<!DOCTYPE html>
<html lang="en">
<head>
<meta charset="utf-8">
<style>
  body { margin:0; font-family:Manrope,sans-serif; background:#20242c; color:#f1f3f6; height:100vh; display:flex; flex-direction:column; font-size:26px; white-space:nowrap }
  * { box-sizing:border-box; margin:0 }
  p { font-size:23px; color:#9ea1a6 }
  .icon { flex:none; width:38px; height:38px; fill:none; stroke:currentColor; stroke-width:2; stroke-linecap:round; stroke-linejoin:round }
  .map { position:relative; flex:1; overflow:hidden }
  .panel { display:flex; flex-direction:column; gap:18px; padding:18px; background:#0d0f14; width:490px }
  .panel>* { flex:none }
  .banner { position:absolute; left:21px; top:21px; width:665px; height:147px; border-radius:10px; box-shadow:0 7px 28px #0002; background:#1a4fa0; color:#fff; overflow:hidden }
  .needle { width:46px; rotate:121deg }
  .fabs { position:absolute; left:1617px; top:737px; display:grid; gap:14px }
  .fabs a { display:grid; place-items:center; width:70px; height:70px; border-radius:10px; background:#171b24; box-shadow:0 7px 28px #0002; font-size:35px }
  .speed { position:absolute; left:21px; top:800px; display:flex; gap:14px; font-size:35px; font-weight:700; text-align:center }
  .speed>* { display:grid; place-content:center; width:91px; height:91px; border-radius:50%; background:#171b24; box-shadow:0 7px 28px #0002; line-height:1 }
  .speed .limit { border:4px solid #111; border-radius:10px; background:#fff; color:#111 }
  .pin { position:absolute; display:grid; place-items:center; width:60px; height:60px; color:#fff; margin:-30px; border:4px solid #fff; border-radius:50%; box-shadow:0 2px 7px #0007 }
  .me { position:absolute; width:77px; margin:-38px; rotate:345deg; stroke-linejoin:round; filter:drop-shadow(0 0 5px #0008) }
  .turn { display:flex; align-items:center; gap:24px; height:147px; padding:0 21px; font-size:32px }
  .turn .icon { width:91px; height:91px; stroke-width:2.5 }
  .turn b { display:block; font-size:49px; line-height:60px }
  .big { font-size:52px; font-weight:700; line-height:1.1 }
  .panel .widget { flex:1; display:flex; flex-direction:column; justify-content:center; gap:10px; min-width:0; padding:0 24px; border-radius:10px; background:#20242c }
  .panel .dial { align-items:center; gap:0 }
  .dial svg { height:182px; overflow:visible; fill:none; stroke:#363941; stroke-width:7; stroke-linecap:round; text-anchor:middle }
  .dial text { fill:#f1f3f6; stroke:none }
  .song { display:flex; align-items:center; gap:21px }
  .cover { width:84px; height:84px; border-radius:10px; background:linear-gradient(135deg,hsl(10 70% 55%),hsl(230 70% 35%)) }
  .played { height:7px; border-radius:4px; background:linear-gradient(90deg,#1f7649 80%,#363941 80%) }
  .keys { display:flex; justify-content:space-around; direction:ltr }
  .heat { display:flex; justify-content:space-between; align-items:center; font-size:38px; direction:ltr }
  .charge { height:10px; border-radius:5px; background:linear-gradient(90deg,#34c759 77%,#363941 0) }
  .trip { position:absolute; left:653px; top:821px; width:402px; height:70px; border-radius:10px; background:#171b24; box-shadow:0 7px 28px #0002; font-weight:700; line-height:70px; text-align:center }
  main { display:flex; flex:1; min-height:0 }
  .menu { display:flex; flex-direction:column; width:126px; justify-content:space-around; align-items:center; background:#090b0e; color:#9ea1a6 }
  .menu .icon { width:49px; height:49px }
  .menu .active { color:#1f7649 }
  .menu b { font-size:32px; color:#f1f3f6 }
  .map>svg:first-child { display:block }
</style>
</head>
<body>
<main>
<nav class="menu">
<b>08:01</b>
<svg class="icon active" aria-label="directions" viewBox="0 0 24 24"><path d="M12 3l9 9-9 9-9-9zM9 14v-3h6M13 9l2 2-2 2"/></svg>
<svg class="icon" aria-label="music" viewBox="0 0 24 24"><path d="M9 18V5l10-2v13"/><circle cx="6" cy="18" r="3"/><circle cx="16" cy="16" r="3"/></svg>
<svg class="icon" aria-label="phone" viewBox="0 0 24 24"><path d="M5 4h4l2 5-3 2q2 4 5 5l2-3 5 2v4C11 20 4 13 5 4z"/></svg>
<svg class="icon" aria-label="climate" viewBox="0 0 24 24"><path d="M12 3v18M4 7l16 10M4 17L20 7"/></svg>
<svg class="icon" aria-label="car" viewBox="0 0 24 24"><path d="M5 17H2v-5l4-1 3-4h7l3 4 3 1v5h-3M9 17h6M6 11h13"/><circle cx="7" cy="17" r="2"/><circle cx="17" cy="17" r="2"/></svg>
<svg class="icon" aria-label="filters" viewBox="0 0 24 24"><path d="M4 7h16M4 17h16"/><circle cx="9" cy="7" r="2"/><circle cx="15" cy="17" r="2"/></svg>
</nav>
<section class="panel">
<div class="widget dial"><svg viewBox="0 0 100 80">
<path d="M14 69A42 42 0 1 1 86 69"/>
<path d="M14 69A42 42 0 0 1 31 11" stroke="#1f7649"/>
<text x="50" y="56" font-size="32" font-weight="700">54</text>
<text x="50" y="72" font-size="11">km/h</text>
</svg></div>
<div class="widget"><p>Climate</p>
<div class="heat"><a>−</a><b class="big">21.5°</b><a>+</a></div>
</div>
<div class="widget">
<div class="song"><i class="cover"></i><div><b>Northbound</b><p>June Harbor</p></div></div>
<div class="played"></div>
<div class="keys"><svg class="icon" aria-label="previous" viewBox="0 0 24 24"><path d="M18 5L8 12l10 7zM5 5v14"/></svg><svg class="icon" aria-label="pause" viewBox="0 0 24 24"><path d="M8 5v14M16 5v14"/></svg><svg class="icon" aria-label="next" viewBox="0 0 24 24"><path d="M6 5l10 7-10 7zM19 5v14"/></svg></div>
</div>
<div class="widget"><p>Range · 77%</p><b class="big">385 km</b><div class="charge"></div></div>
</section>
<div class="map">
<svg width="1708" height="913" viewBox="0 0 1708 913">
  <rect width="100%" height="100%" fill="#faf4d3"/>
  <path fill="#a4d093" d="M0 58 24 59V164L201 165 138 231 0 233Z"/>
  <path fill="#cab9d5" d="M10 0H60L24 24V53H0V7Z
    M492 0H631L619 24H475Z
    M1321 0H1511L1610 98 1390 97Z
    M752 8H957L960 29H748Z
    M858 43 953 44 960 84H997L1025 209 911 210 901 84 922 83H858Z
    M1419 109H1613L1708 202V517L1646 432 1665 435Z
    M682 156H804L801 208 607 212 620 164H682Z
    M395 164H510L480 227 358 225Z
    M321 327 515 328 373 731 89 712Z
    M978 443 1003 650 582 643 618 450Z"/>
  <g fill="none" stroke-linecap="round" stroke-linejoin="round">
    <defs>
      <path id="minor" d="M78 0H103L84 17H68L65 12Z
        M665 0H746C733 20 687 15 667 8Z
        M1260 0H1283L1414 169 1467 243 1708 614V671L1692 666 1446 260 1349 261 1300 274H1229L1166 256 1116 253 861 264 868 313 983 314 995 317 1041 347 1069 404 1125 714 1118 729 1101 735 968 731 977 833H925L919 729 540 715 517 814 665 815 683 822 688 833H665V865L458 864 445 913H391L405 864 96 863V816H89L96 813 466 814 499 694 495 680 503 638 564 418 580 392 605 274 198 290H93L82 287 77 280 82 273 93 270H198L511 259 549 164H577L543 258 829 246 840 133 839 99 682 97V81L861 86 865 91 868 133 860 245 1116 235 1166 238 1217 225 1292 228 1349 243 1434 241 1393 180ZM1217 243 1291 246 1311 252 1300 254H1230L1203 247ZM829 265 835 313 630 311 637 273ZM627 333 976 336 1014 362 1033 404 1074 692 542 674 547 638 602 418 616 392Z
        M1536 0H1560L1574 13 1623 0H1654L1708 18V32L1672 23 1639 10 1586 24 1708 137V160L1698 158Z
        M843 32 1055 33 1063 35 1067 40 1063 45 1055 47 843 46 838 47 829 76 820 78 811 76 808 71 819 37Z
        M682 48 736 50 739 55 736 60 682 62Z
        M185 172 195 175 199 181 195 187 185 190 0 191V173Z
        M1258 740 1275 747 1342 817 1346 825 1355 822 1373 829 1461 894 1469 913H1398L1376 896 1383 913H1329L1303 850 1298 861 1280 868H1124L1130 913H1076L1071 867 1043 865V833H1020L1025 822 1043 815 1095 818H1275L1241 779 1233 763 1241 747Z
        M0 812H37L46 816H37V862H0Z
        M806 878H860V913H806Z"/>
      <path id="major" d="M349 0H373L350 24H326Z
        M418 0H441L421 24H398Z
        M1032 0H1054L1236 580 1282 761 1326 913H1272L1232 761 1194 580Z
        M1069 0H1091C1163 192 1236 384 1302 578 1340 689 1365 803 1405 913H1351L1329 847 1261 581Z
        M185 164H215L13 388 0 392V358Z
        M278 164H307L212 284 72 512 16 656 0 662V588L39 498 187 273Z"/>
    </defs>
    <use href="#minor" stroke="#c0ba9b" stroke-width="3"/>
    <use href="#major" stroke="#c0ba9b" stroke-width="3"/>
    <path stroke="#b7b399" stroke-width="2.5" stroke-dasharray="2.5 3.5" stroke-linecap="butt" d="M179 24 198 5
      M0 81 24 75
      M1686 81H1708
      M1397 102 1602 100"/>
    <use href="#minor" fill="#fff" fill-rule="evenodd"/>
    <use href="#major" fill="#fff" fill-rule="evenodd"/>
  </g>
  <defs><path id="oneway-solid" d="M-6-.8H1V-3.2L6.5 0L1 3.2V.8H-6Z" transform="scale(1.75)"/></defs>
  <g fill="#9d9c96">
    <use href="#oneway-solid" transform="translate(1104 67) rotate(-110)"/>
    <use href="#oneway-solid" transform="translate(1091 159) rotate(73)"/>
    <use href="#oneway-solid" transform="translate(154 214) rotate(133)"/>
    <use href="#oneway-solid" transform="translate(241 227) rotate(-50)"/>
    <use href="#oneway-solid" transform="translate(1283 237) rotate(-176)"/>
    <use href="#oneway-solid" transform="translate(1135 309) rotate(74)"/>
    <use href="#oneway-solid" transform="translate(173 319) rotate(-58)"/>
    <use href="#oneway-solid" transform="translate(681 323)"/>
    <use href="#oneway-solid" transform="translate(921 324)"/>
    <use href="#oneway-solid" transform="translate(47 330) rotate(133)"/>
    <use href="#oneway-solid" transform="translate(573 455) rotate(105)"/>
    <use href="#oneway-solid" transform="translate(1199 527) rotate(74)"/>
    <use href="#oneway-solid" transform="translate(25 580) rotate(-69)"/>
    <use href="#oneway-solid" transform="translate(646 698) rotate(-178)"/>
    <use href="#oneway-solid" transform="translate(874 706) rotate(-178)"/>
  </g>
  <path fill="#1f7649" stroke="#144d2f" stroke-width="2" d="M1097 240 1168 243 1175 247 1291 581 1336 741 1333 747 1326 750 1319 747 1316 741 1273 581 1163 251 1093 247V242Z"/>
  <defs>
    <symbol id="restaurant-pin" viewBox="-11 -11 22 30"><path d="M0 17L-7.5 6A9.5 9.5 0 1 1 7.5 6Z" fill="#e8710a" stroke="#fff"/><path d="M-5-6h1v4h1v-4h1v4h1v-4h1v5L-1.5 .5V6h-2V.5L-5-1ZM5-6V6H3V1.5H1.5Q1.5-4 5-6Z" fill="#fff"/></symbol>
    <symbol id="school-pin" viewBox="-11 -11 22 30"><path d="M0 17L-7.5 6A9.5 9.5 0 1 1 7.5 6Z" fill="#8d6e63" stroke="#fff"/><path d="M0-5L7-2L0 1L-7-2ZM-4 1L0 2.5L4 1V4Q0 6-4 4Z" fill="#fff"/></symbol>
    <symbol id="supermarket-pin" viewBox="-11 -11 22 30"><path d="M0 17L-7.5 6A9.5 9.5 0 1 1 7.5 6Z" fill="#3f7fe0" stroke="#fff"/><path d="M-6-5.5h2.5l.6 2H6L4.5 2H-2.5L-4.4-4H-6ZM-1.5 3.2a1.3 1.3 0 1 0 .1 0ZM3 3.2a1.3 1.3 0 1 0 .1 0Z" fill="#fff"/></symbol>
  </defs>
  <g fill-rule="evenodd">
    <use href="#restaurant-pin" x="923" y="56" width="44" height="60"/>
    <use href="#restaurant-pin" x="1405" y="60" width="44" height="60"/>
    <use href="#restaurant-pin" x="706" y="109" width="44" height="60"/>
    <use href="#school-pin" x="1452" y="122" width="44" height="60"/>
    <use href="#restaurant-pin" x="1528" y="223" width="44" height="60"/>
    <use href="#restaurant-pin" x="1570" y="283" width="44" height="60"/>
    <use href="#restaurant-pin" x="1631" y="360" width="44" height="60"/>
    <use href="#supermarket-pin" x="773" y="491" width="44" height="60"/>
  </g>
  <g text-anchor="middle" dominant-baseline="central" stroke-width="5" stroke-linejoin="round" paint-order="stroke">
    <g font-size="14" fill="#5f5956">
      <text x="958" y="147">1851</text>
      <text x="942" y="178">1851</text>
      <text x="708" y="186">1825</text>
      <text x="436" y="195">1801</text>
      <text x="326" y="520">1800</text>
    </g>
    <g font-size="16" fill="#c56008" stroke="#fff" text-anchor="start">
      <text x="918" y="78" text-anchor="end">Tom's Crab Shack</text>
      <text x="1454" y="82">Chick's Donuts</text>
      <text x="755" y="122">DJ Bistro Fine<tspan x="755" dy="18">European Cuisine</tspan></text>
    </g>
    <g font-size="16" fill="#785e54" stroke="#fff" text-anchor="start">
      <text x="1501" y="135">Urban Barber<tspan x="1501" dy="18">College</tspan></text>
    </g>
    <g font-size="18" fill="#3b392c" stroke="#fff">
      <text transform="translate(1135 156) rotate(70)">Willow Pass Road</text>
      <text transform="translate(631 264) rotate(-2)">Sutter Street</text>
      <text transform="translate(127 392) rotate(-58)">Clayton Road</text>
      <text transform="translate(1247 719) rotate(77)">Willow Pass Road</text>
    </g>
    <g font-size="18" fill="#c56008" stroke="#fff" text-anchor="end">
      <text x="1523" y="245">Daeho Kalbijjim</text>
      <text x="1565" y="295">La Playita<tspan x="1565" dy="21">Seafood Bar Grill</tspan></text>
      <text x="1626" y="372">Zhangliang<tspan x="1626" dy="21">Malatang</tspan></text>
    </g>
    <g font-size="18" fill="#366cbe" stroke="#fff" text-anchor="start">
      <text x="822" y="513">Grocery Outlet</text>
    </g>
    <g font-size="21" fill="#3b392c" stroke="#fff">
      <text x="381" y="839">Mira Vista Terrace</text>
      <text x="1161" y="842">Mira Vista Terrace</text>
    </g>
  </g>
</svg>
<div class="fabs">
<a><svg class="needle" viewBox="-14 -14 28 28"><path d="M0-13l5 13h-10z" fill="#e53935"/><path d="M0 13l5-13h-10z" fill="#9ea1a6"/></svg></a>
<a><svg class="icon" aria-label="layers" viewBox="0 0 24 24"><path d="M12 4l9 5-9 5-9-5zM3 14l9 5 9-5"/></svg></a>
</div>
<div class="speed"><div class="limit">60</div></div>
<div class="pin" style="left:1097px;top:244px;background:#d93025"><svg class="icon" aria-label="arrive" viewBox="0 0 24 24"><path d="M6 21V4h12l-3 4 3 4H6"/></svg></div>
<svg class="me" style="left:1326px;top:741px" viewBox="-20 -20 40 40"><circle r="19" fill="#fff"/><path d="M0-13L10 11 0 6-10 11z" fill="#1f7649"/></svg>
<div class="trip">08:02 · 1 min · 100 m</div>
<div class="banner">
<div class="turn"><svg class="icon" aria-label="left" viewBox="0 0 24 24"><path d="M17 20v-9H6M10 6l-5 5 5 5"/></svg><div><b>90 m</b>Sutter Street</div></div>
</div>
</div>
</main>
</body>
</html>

_ _ _ _

**About this task:**
Only lines containing the string "banner" are needed. Pull each of them out of the records above.

**Answer space:**
  .banner { position:absolute; left:21px; top:21px; width:665px; height:147px; border-radius:10px; box-shadow:0 7px 28px #0002; background:#1a4fa0; color:#fff; overflow:hidden }
<div class="banner">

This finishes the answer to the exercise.